Pengamat Nilai Konsep Rusun Hibrida Sandi Tidak Jelas

Tiara Sutari & Mesha Mediani, CNN Indonesia | Kamis, 15/02/2018 07:01 WIB
Pengamat Nilai Konsep Rusun Hibrida Sandi Tidak Jelas Ilustrasi. (Dok. Perumnas)
Jakarta, CNN Indonesia -- Pengamat Tata Kota dari Universitas Trisakiti Nirwono Yoga mengkritik rencana Pemerintah Provinsi DKI Jakarta membangun rumah susun hibrida di kawasan Penjaringan, Jakarta Utara. Rusun tersebut dinilai Nirwono masih tidak jelas secara konsep.

Rencana pembangunan rumah susun hibrida diungkapkan pertama kali oleh Wakil Gubernur DKI Jakarta Sandiaga Uno. Rusun hibrida untuk menggantikan rumah warga RW 17 Kelurahan Penjaringan yang masuk kategori kumuh, miskin, dan padat.

Sandiaga menyebut rusun hibrida hanya akan dibangun setinggi lima sampai enam lantai dan tidak memerlukan elevator atau lift, dengan sumber biaya dari Corporate Social Responsbility (CSR).

Di sisi lain, Nirwono menilai rusun hibrida yang dimaksud Sandi belum pas dibangun di wilayah DKI. Tingginya harga lahan dan minimnya lahan kosong di DKI, ditambah rusun hibrida yang tidak terlalu tinggi, menurut Nirwono hanya jadi pembangunan yang boros.

"Dengan keterbatasan lahan dan mahalnya harga lahan, yang paling cocok memang rumah model vertikal yakni rusun, dengan ketinggian hingga 15 lantai ke atas," kata Nirwono saat dihubungi CNNIndonesia.com, Rabu (14/2).

Nirwono juga menilai konsep rusun hibrida yang dicetuskan Sandi masih tidak jelas.
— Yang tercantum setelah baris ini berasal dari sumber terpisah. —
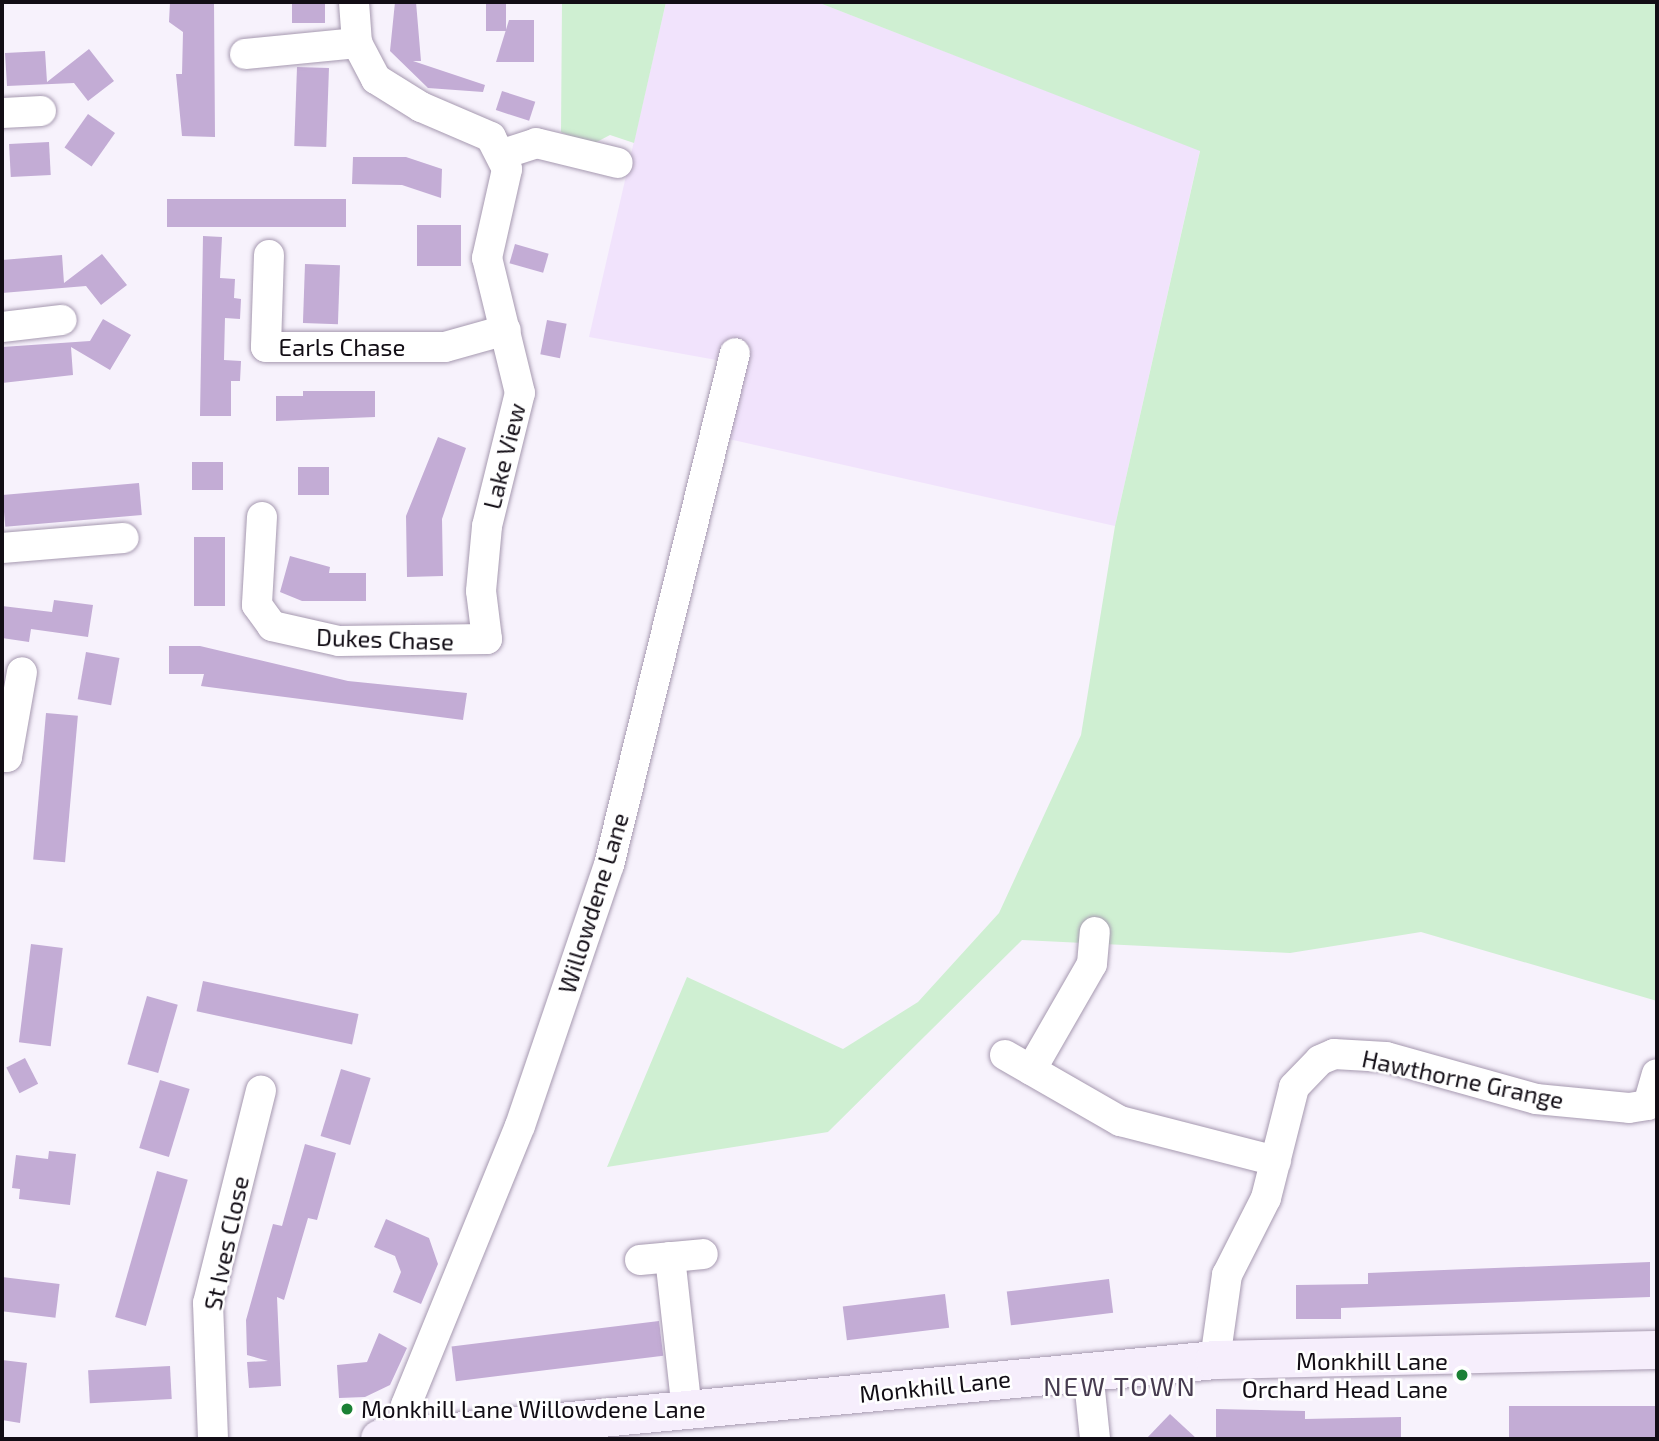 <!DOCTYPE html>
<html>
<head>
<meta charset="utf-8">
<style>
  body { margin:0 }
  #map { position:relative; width:1659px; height:1441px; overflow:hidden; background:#f7f2fc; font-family:"Exo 2",sans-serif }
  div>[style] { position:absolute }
  .built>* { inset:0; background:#f1e3fc }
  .green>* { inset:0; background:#cfefd2 }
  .building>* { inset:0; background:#c3acd5; transform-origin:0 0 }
  .roads { filter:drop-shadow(0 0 2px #a699b0) drop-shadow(0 0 2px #a699b0) }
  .street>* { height:30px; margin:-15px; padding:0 15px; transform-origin:15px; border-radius:15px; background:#fff }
  .secondary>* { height:38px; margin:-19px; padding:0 19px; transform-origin:19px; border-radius:19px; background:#f6eefc }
  .dots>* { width:19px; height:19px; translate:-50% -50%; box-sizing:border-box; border:4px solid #fff; border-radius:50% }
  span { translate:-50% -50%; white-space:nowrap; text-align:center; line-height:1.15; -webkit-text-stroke:5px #fff; paint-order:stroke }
  .street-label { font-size:24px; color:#120d15 }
  .poi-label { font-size:24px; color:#120d15 }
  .right { translate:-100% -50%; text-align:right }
  .left { translate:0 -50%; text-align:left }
  .neighbourhood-label { font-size:26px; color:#473c50; letter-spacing:2px }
  .frame { position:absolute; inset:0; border:4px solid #120d15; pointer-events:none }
</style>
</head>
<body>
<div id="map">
  <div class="built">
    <div style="clip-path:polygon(666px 2px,817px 2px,1200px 150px,1115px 526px,711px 435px,722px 361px,589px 337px)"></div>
  </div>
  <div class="green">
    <div style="clip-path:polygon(562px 2px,666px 2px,634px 143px,610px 135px,591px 145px,561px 132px)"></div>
    <div style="clip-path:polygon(817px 2px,1657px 2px,1657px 1001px,1421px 932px,1290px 953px,1022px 940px,828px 1132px,607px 1167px,687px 977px,843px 1049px,918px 1002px,999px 913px,1081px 735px,1115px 526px,1200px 151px)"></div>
  </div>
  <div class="building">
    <div style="clip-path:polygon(170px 2px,214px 2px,215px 137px,182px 136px,176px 74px,182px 74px,183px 32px,169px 22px)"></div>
    <div style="left:292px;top:2px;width:33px;height:21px"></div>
    <div style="clip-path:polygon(395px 2px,416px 2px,421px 61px,413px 61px,485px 85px,483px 92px,428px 88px,390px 51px)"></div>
    <div style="left:486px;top:2px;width:20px;height:29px"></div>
    <div style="clip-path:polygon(509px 20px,534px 20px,534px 62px,496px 62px)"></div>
    <div style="clip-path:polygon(89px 49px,114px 81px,88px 101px,74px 83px,7px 86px,5px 53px,45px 51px,47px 82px)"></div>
    <div style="left:297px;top:67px;width:32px;height:79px;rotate:2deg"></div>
    <div style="left:502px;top:91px;width:35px;height:20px;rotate:18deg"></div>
    <div style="left:88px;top:114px;width:33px;height:41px;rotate:35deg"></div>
    <div style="left:49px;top:142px;width:33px;height:40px;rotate:87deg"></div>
    <div style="clip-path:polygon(353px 157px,406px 157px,442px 169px,441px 198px,402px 185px,352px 184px)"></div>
    <div style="left:167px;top:199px;width:179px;height:28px"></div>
    <div style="left:417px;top:225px;width:44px;height:41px"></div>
    <div style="clip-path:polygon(203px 236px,222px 237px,220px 278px,235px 279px,234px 298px,241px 299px,240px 319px,225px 318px,224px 360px,241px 361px,240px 381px,231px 381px,231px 416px,200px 416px)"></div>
    <div style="left:515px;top:244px;width:35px;height:20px;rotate:16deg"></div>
    <div style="clip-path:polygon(102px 254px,127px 285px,101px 305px,86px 286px,2px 293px,2px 260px,62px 255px,64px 283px)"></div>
    <div style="left:305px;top:264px;width:35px;height:59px;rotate:2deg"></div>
    <div style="clip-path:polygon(103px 319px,131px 335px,110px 370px,71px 347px,73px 375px,2px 383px,2px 347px,90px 341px)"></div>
    <div style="left:547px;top:320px;width:20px;height:35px;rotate:11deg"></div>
    <div style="clip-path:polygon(303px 391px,375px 391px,375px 417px,276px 421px,276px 396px,303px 396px)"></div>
    <div style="clip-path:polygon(438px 437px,466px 448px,442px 519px,443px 576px,407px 577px,406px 516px)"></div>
    <div style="left:192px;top:462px;width:31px;height:28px"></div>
    <div style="left:298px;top:467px;width:31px;height:28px"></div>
    <div style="left:139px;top:483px;width:32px;height:137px;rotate:85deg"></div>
    <div style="left:194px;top:537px;width:31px;height:69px"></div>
    <div style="clip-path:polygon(290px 556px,330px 567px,329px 573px,366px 573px,366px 601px,302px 601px,280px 592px)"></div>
    <div style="clip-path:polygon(54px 600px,93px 605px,88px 637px,31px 629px,29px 642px,2px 638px,2px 606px,52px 612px)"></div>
    <div style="clip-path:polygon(169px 646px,200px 646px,348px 681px,467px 693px,463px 720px,201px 686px,204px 674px,169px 674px)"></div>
    <div style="left:86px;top:652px;width:34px;height:48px;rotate:10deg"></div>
    <div style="left:46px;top:713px;width:32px;height:147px;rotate:5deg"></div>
    <div style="left:31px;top:944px;width:32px;height:99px;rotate:7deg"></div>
    <div style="left:203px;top:981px;width:159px;height:31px;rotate:12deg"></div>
    <div style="left:147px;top:996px;width:32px;height:71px;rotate:16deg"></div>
    <div style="left:25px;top:1058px;width:29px;height:21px;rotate:63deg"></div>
    <div style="left:341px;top:1069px;width:31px;height:70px;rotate:17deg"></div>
    <div style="left:160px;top:1080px;width:31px;height:71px;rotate:17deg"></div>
    <div style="clip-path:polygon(305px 1144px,336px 1153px,317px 1220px,308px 1218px,284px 1300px,277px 1297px,281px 1386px,249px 1388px,247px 1362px,268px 1361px,247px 1355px,246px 1320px,273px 1224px,282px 1226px)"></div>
    <div style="clip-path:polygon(49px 1151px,76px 1154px,70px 1205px,19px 1199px,20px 1189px,12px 1188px,16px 1155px,48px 1159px)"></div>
    <div style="left:157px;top:1171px;width:32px;height:152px;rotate:16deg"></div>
    <div style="clip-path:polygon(386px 1219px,429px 1238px,438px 1264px,421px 1304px,393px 1292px,401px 1272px,395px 1256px,374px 1247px)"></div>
    <div style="clip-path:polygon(1650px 1262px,1650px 1297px,1341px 1308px,1341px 1319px,1296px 1319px,1296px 1285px,1368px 1284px,1368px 1273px)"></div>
    <div style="left:2px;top:1277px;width:58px;height:34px;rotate:7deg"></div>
    <div style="left:1109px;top:1279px;width:34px;height:103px;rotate:83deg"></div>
    <div style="left:945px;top:1294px;width:34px;height:103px;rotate:83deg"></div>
    <div style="left:659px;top:1321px;width:35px;height:209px;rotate:83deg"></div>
    <div style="clip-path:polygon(379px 1333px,407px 1348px,390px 1385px,365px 1397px,339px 1398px,337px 1365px,367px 1362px)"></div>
    <div style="clip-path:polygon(2px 1360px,27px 1363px,20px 1423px,2px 1420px)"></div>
    <div style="left:170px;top:1366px;width:33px;height:82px;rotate:87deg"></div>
    <div style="left:1509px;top:1406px;width:148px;height:33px"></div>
    <div style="clip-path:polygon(1216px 1409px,1305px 1411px,1305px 1419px,1401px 1417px,1401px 1439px,1216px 1439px)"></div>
    <div style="clip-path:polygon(1170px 1414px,1197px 1439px,1146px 1439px)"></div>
  </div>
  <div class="roads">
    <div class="street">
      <div style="left:245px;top:54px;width:113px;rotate:-5.6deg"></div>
      <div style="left:2px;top:113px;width:39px;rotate:-3deg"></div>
      <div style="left:503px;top:154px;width:35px;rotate:-18deg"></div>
      <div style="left:536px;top:143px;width:84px;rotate:13.7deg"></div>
      <div style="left:269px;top:255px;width:92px;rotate:91.9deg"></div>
      <div style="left:266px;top:347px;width:179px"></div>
      <div style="left:445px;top:347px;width:63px;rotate:-15.6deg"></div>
      <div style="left:2px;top:327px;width:60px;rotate:-6.7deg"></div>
      <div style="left:262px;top:517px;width:88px;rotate:93.3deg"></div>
      <div style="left:257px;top:605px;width:26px;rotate:54deg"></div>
      <div style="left:272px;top:626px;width:69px;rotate:12.6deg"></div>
      <div style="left:339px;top:641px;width:148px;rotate:-0.8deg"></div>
      <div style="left:487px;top:639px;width:48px;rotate:-97.1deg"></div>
      <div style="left:481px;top:591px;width:65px;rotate:-84.7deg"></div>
      <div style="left:487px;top:526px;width:137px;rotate:-76.1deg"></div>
      <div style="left:520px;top:393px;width:139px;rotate:-103.7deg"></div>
      <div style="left:487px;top:258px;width:91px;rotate:-77.3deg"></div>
      <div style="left:507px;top:169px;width:36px;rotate:-117deg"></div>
      <div style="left:491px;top:137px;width:76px;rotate:-156.8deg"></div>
      <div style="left:421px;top:107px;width:53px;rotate:-148.1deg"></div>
      <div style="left:376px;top:79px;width:41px;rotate:-117.8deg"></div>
      <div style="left:357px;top:43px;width:41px;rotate:-94.2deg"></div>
      <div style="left:2px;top:548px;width:122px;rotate:-4.7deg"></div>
      <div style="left:2px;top:757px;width:5px"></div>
      <div style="left:7px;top:757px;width:86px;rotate:-80deg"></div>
      <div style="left:1005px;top:1055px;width:133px;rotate:29.9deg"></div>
      <div style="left:1120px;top:1121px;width:161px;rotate:14.4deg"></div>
      <div style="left:1031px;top:1070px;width:122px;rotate:-60.1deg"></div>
      <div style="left:1092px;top:964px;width:32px;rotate:-85deg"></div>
      <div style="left:670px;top:1257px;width:155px;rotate:83.7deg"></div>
      <div style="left:640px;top:1260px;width:63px;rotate:-5.4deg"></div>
      <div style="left:1215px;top:1360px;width:86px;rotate:-82deg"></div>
      <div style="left:1227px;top:1275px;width:86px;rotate:-63.1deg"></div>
      <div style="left:1266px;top:1198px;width:114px;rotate:-75.8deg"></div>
      <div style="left:1294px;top:1087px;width:37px;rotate:-46deg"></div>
      <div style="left:1320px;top:1060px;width:15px;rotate:-23deg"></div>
      <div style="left:1334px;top:1054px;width:52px;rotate:3.3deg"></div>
      <div style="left:1386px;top:1057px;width:156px;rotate:15.6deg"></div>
      <div style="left:1536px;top:1099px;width:93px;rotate:5.5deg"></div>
      <div style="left:1629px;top:1108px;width:19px;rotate:-9deg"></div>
      <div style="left:1648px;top:1105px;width:32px;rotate:-74deg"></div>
      <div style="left:1088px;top:1371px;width:68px;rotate:84.1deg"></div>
      <div style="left:409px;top:1438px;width:33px;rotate:-95deg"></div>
      <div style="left:406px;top:1405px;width:301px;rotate:-67.8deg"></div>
      <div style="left:520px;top:1126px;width:276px;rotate:-71.2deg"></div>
      <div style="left:609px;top:865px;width:527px;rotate:-76.17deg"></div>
      <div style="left:213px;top:1439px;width:136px;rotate:-92.1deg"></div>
      <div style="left:208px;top:1303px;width:219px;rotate:-76deg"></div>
    </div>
    <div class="secondary">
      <div style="left:380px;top:1439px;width:839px;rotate:-5.4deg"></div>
      <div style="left:1215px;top:1360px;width:442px;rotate:-1.3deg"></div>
    </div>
  </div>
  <div class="dots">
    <div style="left:1462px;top:1375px;background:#1b8135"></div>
    <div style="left:347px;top:1409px;background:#1b8135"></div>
  </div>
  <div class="street-label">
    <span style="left:342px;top:347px">Earls Chase</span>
    <span style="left:504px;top:456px;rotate:-76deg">Lake View</span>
    <span style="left:385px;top:639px;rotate:2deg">Dukes Chase</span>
    <span style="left:593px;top:903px;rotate:-73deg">Willowdene Lane</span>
    <span style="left:1463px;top:1079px;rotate:12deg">Hawthorne Grange</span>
    <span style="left:226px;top:1243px;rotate:-78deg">St Ives Close</span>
    <span style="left:935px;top:1386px;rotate:-6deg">Monkhill Lane</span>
  </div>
  <div class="poi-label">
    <span class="right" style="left:1448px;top:1375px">Monkhill Lane<br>Orchard Head Lane</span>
    <span class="left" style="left:361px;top:1409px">Monkhill Lane Willowdene Lane</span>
  </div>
  <div class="neighbourhood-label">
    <span style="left:1120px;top:1386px">NEW TOWN</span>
  </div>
  <div class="frame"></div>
</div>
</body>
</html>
Ia menduga rusun hibrida sekedar istilah untuk membedakan dengan program yang telah dikerjakan pemerintahan sebelumnya. 

"Rusun hibrida ini hanya membedakan istilah saja biar beda dengan program terdahulu. Sebaiknya diperjelas, misal bentuknya, pembangunannya, konsepnya itu harus jelas dan harus ada dalam satu kawasan terpadu," tuturnya.

Selain itu, kata dia, akan lebih baik jika Anies dan Sandiaga segera menyusun rencana induk perumahan DKI untuk 20 tahun ke depan.

"Jadi tidak hanya sebut mau bangun rumah lapis, rumah hibrida, rumah apa lagi, jangan banyak istilah aneh dulu tapi baiknya segera dibangun, buat rencananya konsepnya," katanya.

Nirwono juga menyarankan kepada Anies-Sandi untuk lebih memprioritaskan penyelesaian pembangunan yang telah dirintis pemerintahan sebelumnya ketimbang membangun sesuatu yang baru.

Legalitas Lahan Dipertanyakan

Pemprov DKI sampai saat ini belum bisa memastikan legalitas kepemilikan lahan 10 hektar di RW 017, Penjaringan, Jakarta Utara, yang rencananya bakal dibangun rusun hibrida.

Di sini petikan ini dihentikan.